Saturday 22 October 2011

night before the symposium

There is just too much work for me to go to a week-long conference but a one-day meeting is attractive. It is an opportunity to see some of the latest ideas and clinical practice in a concentrated form. I booked a cheap room nearby to avoid a long drive in early morning peak-hour traffic at the start of the day.After paying online I noticed a link to reviews of the apartments I had chosen. Many were dissatisfied and angry, imploring the reader to avoid this service. It seemed I had made a mistake although the apartment cost less than a hundred dollars, was close to the city(and to the conference site at an elite hotel), and had free parking. Too late to change my booking, I drove there on the Thursday night after my afternoon clinic.

Reception was friendly and the rooms were more than I needed, among streets of beautiful old terraces.












There seems to be a meanness of spirit in internet commentary.People presumably feel uninhibited due to their relative anonymity. It is a disappointing discovery about human nature. Apparently there is a common behaviour known as trolling. Linguistically this seems to be an amalgamation of trawling, as in fishing for a bite or response, and the word troll - adopting the persona of an evil creature.
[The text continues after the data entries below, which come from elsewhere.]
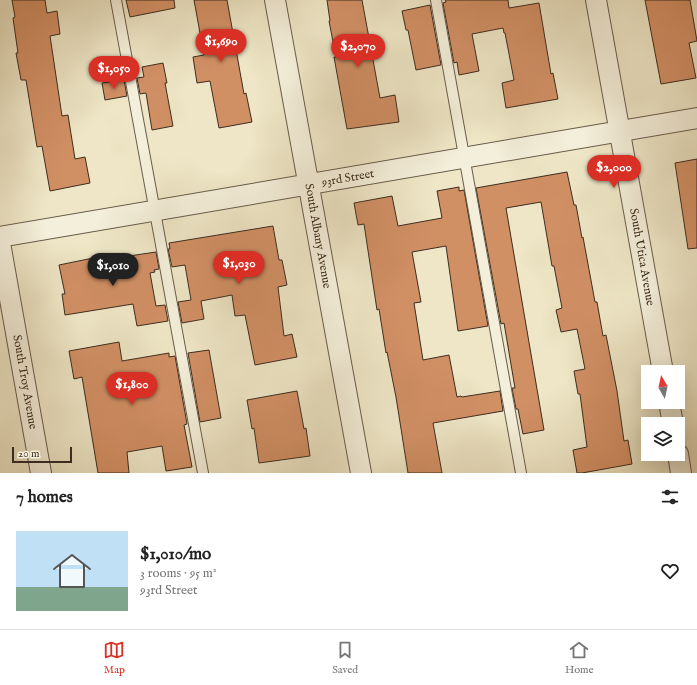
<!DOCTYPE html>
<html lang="en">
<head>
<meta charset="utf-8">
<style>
  :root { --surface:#fff; --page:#f2f2f2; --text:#222; --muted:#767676; --line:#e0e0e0; --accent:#d93025 }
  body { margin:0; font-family:"IM FELL English",serif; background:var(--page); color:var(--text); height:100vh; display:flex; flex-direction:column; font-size:15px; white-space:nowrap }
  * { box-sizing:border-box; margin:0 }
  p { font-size:13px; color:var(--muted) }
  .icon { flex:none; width:22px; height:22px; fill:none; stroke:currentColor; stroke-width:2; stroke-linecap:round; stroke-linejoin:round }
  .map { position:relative; height:473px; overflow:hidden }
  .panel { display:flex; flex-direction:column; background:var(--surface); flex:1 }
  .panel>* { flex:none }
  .needle { width:26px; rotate:351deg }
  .tools { position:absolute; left:641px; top:365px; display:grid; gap:8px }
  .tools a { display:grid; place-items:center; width:44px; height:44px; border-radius:0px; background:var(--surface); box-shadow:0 4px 16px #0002; font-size:20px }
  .scale { position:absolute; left:12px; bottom:10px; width:60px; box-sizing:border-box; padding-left:4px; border:2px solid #3d2d20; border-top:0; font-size:11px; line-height:14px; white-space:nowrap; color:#3d2d20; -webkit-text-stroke:3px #f4efda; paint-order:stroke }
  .price { position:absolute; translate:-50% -34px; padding:0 9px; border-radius:14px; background:var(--accent); color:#fff; font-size:13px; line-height:26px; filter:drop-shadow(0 1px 2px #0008) }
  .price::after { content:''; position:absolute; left:50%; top:24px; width:12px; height:9px; margin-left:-6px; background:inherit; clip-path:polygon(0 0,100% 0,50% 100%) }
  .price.selected { background:#222; color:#fff }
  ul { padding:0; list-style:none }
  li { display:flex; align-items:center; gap:12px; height:100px; padding:0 16px }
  li span { display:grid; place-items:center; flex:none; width:112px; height:80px; border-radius:0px; color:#555 }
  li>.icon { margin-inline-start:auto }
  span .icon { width:48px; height:48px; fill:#fffc; stroke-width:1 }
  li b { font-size:17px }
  h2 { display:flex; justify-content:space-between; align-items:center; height:48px; padding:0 16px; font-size:17px }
  .tab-bar { display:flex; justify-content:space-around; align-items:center; height:56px; border-top:1px solid var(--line); background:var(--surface); font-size:11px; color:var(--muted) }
  .tab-bar a { display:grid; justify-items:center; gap:2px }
  .tab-bar .selected { color:var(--accent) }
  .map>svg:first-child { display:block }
</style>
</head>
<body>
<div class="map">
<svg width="697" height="473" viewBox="0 0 697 473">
  <rect width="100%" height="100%" fill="#eee6c6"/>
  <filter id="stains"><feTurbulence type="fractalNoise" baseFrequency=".005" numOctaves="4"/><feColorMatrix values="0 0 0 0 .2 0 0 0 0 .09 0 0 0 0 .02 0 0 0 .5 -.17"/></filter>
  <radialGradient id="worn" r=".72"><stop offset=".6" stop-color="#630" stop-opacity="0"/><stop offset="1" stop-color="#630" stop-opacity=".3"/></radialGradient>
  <path fill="#d18f64" stroke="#3d2d20" d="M 12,0 L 45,0 L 47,13 L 57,11 L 60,34 L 50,36 L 62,116 L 68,115 L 75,159 L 85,157 L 90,183 L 50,191 L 42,146 L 37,147 L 26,80 L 21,80 L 16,53 L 18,53 L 13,18 L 15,17 Z
    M 126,0 L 174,0 L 175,8 L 130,17 Z
    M 194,0 L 227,0 L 244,94 L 246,93 L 252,122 L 219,128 L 210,81 L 197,83 L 193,57 L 204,55 Z
    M 327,0 L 362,0 L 380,98 L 395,95 L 399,122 L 347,129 L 334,57 L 336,57 L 329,21 L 330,21 Z
    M 445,0 L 508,0 L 509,8 L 539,3 L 551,74 L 553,73 L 558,99 L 506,108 L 502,83 L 514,80 L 505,33 L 504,33 L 503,28 L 472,34 L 479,71 L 459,75 L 457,62 L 454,63 L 443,3 L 446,2 Z
    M 645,0 L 690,0 L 697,41 L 689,43 L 696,78 L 661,84 Z
    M 430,5 L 441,65 L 416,70 L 408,30 L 406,30 L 402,11 Z
    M 163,63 L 167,83 L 165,83 L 173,126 L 152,130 L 146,93 L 140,94 L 137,78 L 144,77 L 142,67 Z
    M 124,80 L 127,96 L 105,100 L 102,83 Z
    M 697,159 L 697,248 L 688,249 L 675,163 Z
    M 567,172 L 574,205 L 576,205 L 582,238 L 583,237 L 595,302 L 597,302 L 603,336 L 606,335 L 617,391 L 624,441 L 628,440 L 632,464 L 582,473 L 577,473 L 573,450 L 587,447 L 580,394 L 578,394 L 574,371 L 585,369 L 577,329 L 561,332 L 556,310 L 562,308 L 554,266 L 552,266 L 541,202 L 506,208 L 544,430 L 523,434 L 518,409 L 516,409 L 512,388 L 515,388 L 504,323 L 501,324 L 476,188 Z
    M 459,187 L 459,191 L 464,190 L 488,326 L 458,331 L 446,246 L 412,252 L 421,302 L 414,303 L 423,360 L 449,355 L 457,397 L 461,396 L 462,397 L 500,391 L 503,411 L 433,423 L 442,473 L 408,473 L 396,397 L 387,352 L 386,353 L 379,309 L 377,310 L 364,224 L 358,225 L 354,203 L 392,196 L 398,226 L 442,218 L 437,191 Z
    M 273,226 L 279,260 L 282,260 L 287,285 L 278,287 L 284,336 L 292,334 L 297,357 L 255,365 L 245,315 L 235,316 L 232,295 L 201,301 L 204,319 L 182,323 L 178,302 L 191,300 L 185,265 L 172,267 L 168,249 L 170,249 L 169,243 Z
    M 156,252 L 159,269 L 154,270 L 155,272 L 150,273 L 156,306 L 165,305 L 168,321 L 137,326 L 133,304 L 65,315 L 62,294 L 65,294 L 59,265 L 98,257 L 100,266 L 130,260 L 129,256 Z
    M 119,342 L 122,361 L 169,353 L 169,357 L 175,356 L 187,424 L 184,425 L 192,467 L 166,471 L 162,446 L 127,452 L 129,473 L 98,473 L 82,377 L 74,379 L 69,351 Z
    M 209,350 L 221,418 L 200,422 L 188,353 Z
    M 297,391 L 304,429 L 306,428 L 310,456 L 259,463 L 254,428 L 252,429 L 247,400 Z"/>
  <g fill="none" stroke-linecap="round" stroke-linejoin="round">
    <defs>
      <path id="service" d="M 116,0 L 203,473
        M 436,0 L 521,473"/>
      <path id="minor" d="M 275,0 L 361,473
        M 596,0 L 663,372
        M 0,237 L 697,118
        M 0,243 L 41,473
        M 669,402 L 673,424
        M 678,454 L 681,473"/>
    </defs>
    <use href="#service" stroke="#695b4a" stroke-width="12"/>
    <use href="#minor" stroke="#695b4a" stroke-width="22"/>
    <use href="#service" stroke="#f4efda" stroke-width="10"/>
    <use href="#minor" stroke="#f4efda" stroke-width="20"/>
  </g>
  <g text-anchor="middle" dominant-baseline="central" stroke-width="3" stroke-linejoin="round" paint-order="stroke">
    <g font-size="12" fill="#3d2d20" stroke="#f4efda">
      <text transform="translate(348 178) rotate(-10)">93rd Street</text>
      <text transform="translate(318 236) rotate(80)">South Albany Avenue</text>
      <text transform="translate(642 257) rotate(80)">South Utica Avenue</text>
      <text transform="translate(25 382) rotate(80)">South Troy Avenue</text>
    </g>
  </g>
  <rect width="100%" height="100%" filter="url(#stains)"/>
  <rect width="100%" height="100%" fill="url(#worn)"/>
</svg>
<div class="tools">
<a><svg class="needle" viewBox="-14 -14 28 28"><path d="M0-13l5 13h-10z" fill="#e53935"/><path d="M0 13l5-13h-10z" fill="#767676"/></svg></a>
<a><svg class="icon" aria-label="layers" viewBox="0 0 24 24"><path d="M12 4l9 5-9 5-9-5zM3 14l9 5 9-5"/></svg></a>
</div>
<div class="scale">20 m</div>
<b class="price" style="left:221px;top:63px">$1,690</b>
<b class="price" style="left:358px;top:68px">$2,070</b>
<b class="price" style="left:114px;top:90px">$1,050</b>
<b class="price" style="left:614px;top:189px">$2,000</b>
<b class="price" style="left:239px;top:285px">$1,030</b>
<b class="price selected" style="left:113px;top:287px">$1,010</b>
<b class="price" style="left:132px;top:406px">$1,800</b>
</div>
<section class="panel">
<h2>7 homes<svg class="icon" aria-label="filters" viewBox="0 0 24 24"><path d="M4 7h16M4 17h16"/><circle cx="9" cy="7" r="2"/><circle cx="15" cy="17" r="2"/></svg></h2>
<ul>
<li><span style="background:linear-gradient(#bfe0f5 70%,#7fa58c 0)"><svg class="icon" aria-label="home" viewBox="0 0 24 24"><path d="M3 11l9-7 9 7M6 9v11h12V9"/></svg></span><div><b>$1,010/mo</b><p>3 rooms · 95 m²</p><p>93rd Street</p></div><svg class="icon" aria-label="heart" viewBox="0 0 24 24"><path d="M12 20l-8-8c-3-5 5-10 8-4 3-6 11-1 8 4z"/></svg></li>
</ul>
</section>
<nav class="tab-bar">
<a class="selected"><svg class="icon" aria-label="map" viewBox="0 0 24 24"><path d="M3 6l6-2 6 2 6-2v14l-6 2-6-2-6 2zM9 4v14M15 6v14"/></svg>Map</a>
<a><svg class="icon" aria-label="saved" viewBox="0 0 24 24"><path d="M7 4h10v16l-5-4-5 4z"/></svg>Saved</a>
<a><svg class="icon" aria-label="home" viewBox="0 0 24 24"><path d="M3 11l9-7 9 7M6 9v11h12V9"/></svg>Home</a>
</nav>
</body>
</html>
It is a little like a child pretending to be bad as part of developmental play, an imaginary game where the child may feel the exhilaration of being wickedly dangerous without consequences. To some extent this behaviour is treated much like that of a child by experienced internet users - their intent is identified and they are asked to stop: "You are trolling. Please leave this thread." They wouldn't do it in a real-life discussion but I suppose it is unavoidable in this new medium. I expect that eventually these people mature but meanwhile they upset those who are trying to use the web for genuine communication. They are annoying speed humps on the information superhighway. I'm sure that has been said before.

Back to the night before the conference. I am now in the big city alone. I can do anything I want.        It is a bit lonely.         However I take my current book(by Arthur C. Clarke) and walk into the city to see what I can find. Exclusive shops line the streets, closed but displaying their seductive products. There is a restless warm breeze and a scattering of raindrops as dusk turns to dark. Small groups of people stride down the footpaths talking loudly, laughing and bumping into each other carelessly, some late from work, some early in their night on the town. Ahead I hear an insistent electronic beat which I find is coming from a well dressed crowd drinking champagne in the forecourt of a tall building where a new fashion shop is celebrating its opening.I wish them well though I am not sure if it is money well spent. Further into the building foyer I recall there is a good Japanese restaurant, my cuisine of choice. I thread my way through the crowd and find the discreet establishment is still there and open for business. I enter and ask for a table for one.











I am hidden from the rest of the diners.
The meal is splendidly sparse.
I drink hot sake and finish with camomile tea.



The night is still young and I am free so I pay my bill and leave. The fashion crowd is gone. A couple of  tattooed roadie types, in black jeans and black T-shirts, are putting away the sound equipment. I wander down the street, a little inebriated from the sake, seeing the world from a different perspective.


Soon I find a microbrewery pub and decide to try one or two. I order a pint and find a seat, pulling out  my book and occasionally looking up at one of the TV screens which are showing a world cup rugby match between England and Scotland. The book is entertaining and the rugby is dour as I sip my beer. Gradually the beer goes down and I find it harder to concentrate on the book. The rugby is easier to follow.


I finish my glass and leave with the game still in the balance; float onto the street again, another nameless ant weaving among the towering  architecture. For once I don't have to drive home, don't need to worry about my blood alcohol level. A familiar bar appears and I know what I want.

The beer is good although starting to suffer from the law of diminishing returns. The more you drink the less you can taste. I sit alone again, unable to read my book, and eventually the inane music videos penetrate my increasingly incoherent awareness. I finish my beer and gladly leave the thumping demanding noise behind, giddy in the cool night air, vaguely heading back to my rooms on foot, snatches of traffic and city lights registering intermittently on my brain.
There is a park to cross, fairly well lit although I know from my medical student days nearby that it can be unsafe at night. The alcohol allays my concerns as I traverse the otherwise empty gardens. Flowers line the paths, vivid even in the dark.
I would have made an attractive target as I reeled through the historic park so close to the city centre.


Then I am through and find myself standing before my old medical school obstetric hospital, now some sort of apartment building, no longer the busy, somewhat frightening birthplace of my professional life.I am suddenly sad at this loss. I am old and the world has moved on, but so much that I do every day brings a small memory of this place, so alive in my mind. I realize that many of those awesome consultants who taught me my lifelong lessons are retired or have died. I am a lonely maudlin drunk.






After walking back and forth along the footpath I fail to find anything familiar and resume my journey past quiet street-lit houses to my quarters.







I stumble into my room, remove a random selection of my clothing and fall asleep on top of my bed. I wake later and complete my undressing, hazily set the alarm and climb beneath the covers, dreaming of my youth.